● **What is needed**:
Provide an exact copy of the lines from the beginning of the records through the line that includes "Instruction: Summarize the", and of no others.

• • • •

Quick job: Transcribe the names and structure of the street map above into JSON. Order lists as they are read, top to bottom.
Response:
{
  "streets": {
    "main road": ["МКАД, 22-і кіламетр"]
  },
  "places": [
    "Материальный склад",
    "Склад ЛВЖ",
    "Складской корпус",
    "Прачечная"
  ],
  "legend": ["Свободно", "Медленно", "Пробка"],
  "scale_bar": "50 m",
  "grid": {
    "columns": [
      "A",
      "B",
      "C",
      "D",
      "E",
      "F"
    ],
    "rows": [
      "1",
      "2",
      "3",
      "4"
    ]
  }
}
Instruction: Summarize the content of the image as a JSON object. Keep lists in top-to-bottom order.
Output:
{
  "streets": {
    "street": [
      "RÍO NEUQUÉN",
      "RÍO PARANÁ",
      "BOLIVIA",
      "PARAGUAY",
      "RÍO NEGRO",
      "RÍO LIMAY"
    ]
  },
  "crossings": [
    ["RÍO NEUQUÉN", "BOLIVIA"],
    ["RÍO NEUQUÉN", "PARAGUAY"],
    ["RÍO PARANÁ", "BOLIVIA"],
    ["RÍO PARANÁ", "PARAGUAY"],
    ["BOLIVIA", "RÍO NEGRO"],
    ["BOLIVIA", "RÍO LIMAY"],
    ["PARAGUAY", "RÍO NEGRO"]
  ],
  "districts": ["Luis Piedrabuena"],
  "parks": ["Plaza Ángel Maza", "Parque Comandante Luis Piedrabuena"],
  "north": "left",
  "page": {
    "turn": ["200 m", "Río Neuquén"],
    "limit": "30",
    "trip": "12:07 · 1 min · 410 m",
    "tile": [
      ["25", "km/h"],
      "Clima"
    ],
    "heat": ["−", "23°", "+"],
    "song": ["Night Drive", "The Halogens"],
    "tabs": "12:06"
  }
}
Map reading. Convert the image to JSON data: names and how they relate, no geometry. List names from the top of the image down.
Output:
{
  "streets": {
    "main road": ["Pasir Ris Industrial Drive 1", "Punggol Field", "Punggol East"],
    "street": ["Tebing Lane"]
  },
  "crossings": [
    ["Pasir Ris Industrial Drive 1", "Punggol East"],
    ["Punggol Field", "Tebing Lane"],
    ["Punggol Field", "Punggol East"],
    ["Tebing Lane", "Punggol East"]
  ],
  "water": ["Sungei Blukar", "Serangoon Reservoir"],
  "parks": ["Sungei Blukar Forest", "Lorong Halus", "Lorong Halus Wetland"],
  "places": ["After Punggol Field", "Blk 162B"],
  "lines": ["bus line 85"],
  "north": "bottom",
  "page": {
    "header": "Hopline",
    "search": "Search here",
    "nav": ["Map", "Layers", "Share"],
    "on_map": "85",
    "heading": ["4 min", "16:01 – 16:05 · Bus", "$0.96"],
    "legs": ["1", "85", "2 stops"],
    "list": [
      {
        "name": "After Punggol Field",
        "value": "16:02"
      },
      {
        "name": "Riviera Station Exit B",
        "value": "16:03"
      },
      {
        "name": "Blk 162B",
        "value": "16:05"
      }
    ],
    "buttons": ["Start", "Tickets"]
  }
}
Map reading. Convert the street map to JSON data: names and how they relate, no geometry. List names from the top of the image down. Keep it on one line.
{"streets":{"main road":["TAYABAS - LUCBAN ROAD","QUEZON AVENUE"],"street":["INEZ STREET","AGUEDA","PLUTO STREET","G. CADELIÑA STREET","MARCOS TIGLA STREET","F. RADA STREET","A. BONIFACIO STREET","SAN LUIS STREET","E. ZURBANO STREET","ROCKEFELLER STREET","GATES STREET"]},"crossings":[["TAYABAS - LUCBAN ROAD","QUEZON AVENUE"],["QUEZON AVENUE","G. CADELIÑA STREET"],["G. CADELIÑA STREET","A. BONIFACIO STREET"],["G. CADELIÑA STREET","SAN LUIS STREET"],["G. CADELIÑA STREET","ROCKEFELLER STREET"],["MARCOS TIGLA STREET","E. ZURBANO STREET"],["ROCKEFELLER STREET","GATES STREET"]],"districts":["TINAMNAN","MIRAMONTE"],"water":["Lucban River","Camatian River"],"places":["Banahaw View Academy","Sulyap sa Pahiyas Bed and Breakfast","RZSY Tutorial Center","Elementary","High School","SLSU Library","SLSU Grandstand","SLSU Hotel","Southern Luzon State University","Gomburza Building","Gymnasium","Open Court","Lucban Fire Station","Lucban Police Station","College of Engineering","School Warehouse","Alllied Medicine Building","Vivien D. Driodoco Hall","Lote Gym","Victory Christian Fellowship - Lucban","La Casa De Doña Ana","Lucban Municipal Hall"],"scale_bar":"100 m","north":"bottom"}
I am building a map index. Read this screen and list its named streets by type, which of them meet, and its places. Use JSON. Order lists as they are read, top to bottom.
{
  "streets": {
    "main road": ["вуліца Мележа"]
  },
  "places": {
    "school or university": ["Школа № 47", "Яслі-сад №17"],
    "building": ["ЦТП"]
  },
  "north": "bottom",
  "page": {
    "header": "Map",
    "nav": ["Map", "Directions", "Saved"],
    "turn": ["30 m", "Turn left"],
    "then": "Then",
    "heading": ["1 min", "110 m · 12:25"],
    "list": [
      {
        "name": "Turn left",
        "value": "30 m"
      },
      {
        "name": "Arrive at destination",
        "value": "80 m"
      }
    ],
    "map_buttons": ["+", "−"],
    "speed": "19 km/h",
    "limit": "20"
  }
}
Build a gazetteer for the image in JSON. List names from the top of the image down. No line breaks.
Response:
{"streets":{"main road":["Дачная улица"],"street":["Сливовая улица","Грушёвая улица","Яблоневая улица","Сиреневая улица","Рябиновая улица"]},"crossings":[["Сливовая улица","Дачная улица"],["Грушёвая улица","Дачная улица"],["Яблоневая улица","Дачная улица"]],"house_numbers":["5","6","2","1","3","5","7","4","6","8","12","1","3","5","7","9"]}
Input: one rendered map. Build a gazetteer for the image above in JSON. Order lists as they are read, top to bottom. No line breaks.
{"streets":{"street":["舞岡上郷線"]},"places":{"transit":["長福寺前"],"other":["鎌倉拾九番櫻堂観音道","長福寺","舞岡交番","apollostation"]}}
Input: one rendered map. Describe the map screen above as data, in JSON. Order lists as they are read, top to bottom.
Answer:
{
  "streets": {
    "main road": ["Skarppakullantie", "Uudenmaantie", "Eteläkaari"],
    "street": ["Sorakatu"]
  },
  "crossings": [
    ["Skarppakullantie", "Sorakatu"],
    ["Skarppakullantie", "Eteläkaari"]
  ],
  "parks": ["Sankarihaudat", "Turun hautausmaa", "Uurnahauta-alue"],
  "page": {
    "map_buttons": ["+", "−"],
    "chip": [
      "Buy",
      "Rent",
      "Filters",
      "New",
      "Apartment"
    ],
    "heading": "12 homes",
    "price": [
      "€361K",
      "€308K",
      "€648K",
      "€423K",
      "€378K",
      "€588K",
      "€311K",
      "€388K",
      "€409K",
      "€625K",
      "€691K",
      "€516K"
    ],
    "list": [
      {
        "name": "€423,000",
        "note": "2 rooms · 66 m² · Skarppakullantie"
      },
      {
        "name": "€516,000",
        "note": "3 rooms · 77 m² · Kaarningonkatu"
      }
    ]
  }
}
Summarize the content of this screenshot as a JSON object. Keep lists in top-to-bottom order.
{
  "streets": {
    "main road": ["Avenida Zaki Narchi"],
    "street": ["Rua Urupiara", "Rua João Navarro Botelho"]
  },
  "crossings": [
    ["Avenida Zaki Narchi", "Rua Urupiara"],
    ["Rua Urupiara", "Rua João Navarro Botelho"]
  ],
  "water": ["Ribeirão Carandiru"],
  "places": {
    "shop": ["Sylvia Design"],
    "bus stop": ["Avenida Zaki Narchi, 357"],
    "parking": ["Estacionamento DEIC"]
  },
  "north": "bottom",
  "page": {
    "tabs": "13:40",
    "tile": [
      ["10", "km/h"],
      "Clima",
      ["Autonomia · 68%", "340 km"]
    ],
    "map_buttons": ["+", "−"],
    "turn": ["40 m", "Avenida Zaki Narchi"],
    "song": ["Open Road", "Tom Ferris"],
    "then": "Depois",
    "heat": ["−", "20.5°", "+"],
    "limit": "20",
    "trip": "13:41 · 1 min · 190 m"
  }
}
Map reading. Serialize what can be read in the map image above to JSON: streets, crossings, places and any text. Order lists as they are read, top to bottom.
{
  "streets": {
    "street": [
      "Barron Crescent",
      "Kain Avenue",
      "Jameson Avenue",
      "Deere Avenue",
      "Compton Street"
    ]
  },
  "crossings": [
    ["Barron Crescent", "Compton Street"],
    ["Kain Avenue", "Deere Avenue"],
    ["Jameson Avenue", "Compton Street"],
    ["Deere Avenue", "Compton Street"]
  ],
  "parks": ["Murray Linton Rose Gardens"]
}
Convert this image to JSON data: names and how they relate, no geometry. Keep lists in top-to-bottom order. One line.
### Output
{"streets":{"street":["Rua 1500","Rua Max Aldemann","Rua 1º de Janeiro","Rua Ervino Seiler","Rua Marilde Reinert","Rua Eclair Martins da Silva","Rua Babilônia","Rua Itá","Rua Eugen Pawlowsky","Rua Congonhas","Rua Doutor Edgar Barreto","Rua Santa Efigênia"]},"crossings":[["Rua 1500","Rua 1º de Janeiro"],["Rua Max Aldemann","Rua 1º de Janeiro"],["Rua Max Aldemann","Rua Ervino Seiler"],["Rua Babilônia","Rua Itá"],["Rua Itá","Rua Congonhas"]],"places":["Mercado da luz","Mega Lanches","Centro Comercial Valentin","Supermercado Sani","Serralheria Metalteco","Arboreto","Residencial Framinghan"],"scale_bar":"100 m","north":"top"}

• • • •

● **Task response**:
Quick job: Transcribe the names and structure of the street map above into JSON. Order lists as they are read, top to bottom.
Response:
{
  "streets": {
    "main road": ["МКАД, 22-і кіламетр"]
  },
  "places": [
    "Материальный склад",
    "Склад ЛВЖ",
    "Складской корпус",
    "Прачечная"
  ],
  "legend": ["Свободно", "Медленно", "Пробка"],
  "scale_bar": "50 m",
  "grid": {
    "columns": [
      "A",
      "B",
      "C",
      "D",
      "E",
      "F"
    ],
    "rows": [
      "1",
      "2",
      "3",
      "4"
    ]
  }
}
Instruction: Summarize the content of the image as a JSON object. Keep lists in top-to-bottom order.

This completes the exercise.